Tally the lines below containing "absolute" and report only the total.

======== GIVEN DATA ========

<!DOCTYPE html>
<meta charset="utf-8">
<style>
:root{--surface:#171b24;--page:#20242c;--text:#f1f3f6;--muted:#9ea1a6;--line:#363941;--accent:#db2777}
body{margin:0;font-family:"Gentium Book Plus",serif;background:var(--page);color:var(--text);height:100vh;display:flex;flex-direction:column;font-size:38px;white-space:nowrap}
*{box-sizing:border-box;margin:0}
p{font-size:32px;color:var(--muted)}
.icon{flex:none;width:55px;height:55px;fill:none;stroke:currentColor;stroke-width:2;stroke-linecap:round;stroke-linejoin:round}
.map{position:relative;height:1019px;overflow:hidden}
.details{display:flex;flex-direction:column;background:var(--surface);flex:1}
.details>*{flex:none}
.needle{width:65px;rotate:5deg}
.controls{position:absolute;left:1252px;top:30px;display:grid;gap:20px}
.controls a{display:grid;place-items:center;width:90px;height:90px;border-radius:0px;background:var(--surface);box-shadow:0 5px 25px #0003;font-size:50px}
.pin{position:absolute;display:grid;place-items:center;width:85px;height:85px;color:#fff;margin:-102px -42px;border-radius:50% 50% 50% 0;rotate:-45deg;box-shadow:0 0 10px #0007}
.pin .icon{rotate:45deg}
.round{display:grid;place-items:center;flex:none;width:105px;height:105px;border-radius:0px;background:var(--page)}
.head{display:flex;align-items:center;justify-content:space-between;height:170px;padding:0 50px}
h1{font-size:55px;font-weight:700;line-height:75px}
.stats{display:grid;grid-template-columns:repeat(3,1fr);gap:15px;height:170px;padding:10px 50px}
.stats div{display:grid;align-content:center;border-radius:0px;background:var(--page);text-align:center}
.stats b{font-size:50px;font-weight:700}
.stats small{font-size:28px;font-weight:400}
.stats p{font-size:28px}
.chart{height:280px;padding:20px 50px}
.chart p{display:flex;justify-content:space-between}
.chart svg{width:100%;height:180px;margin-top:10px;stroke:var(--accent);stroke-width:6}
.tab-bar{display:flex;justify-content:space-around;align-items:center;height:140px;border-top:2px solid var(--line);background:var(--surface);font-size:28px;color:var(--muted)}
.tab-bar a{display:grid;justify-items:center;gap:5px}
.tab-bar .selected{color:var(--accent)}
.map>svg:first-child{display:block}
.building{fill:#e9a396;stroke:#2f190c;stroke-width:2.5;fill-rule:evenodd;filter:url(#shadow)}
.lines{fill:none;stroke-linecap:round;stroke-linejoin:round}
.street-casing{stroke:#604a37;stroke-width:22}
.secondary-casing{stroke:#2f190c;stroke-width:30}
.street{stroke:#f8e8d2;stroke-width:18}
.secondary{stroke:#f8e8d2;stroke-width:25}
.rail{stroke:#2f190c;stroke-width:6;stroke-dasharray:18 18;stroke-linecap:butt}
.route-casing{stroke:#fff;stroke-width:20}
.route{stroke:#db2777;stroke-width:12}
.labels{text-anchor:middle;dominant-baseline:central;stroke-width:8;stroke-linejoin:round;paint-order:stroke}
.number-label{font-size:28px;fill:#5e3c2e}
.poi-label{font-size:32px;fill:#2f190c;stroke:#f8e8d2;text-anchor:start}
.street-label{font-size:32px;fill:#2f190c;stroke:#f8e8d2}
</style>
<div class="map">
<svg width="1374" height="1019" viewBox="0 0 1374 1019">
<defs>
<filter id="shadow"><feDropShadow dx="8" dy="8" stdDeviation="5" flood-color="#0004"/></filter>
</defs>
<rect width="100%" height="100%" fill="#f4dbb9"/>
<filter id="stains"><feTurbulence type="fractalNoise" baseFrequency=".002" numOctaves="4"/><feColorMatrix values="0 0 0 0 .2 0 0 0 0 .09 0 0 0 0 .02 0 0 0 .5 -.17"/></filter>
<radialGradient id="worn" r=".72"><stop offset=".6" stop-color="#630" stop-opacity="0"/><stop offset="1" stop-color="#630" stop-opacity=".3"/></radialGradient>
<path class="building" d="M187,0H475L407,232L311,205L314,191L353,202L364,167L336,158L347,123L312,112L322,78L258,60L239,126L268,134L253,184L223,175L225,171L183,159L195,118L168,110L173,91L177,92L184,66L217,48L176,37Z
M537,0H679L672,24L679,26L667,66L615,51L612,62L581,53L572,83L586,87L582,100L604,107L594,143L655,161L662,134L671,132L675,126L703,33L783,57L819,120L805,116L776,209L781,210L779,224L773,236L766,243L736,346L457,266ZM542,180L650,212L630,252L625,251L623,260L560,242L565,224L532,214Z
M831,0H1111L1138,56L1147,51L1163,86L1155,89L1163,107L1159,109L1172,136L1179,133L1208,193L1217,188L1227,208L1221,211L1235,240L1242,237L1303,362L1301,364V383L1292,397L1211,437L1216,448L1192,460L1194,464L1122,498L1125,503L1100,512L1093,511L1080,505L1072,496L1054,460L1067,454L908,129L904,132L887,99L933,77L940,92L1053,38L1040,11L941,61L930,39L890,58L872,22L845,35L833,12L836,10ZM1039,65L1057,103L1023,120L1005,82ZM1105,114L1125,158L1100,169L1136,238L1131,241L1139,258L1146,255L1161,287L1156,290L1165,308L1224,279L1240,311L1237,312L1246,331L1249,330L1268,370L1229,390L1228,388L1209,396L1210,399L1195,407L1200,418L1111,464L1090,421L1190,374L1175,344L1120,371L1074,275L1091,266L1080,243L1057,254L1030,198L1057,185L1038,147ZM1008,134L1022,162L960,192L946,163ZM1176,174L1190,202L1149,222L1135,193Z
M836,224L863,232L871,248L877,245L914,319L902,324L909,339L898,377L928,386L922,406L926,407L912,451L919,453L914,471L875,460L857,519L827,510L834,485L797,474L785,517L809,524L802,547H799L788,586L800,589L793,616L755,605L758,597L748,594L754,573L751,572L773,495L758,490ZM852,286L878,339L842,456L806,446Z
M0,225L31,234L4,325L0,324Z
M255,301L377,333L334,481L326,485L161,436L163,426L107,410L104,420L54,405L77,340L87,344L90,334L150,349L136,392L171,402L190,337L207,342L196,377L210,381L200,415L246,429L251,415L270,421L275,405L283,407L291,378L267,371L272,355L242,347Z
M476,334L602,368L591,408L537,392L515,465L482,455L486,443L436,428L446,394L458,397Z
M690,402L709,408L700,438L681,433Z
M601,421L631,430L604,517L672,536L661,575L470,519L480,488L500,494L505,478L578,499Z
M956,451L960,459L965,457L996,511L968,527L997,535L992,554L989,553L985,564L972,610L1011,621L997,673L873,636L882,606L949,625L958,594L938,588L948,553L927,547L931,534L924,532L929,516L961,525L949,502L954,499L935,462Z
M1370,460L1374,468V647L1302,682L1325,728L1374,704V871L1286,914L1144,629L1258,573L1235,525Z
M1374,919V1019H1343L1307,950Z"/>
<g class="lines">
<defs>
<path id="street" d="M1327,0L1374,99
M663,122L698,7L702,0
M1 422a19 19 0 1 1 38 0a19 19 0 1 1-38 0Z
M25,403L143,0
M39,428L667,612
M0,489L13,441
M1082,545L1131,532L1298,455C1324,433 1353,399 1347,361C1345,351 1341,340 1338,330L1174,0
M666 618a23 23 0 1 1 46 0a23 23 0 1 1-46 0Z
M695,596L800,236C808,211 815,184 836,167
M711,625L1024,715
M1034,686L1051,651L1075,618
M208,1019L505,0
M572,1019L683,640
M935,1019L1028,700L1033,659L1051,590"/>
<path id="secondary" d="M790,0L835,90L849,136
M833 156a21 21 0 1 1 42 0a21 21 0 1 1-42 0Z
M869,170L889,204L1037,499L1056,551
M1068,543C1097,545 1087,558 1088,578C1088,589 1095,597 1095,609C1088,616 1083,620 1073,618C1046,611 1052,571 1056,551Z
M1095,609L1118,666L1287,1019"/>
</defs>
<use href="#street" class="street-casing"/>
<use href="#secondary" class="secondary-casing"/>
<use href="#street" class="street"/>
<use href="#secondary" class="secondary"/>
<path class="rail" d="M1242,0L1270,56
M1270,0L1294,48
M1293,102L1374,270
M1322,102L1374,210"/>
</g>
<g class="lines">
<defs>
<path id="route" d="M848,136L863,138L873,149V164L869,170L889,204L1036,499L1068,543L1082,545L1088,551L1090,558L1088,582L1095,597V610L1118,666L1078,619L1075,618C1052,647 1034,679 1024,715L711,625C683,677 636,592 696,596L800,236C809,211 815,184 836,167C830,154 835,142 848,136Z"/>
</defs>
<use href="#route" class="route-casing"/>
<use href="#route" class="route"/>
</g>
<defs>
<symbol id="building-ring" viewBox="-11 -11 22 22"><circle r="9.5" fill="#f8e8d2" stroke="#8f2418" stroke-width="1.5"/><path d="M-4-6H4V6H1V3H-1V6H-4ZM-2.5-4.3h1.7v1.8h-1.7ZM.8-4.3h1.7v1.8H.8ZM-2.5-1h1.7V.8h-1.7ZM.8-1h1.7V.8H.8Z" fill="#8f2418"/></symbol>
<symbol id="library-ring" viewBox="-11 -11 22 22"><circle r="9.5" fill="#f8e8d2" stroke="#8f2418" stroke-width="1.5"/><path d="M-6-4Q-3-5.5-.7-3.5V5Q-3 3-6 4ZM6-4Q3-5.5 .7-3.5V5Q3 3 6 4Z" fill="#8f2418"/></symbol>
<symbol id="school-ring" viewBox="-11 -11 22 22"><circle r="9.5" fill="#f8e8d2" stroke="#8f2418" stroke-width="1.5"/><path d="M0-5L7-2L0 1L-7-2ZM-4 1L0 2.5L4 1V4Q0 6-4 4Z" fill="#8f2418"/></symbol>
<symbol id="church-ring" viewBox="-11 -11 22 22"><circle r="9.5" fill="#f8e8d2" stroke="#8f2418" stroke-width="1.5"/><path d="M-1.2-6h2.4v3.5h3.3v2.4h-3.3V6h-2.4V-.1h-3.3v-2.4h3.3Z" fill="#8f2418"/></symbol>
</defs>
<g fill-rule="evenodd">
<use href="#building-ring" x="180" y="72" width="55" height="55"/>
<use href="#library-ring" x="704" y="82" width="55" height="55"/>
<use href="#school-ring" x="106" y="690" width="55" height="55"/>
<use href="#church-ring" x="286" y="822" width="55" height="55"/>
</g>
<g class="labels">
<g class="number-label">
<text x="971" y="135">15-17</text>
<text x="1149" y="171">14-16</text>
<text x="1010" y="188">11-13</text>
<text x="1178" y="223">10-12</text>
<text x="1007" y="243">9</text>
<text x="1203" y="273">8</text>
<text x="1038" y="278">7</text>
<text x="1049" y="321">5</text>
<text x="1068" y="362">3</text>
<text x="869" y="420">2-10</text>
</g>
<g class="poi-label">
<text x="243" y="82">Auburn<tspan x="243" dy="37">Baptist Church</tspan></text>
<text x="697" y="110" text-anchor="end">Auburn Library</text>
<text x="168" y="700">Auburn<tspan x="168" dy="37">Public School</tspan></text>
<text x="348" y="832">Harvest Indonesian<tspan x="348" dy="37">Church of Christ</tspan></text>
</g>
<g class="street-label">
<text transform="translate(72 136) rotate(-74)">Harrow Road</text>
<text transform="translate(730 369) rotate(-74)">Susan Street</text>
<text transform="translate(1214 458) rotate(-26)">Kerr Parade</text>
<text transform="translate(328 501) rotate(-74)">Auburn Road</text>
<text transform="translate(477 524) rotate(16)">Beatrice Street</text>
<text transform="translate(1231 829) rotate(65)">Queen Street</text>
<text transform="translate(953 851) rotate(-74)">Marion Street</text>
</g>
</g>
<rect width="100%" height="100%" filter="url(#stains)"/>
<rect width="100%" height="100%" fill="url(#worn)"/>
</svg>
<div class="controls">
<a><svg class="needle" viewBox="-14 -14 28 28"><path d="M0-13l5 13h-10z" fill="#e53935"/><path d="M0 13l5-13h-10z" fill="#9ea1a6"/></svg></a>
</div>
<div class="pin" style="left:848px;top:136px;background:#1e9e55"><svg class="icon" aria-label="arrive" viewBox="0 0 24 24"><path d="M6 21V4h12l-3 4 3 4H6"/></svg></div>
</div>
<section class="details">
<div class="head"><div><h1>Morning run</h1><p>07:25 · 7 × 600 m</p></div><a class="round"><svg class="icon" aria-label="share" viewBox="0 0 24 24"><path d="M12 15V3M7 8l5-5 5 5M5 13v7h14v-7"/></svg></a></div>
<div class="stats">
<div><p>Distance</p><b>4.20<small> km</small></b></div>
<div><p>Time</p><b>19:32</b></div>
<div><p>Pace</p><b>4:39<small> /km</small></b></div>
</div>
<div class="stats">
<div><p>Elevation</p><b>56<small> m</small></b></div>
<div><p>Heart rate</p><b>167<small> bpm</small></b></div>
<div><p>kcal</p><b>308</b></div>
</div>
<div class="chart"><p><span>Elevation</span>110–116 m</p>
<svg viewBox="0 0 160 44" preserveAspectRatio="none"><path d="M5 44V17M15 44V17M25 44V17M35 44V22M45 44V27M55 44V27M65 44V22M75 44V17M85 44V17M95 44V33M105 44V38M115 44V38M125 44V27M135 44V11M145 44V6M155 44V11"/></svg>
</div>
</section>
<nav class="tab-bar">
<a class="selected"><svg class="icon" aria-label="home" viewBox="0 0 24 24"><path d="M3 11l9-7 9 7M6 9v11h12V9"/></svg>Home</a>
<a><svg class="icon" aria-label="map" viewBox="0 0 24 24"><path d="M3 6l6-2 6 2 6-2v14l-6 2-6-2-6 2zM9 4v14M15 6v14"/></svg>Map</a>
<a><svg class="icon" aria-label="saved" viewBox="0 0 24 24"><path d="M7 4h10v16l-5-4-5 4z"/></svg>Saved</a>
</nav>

========

FINISHED EXERCISE — 2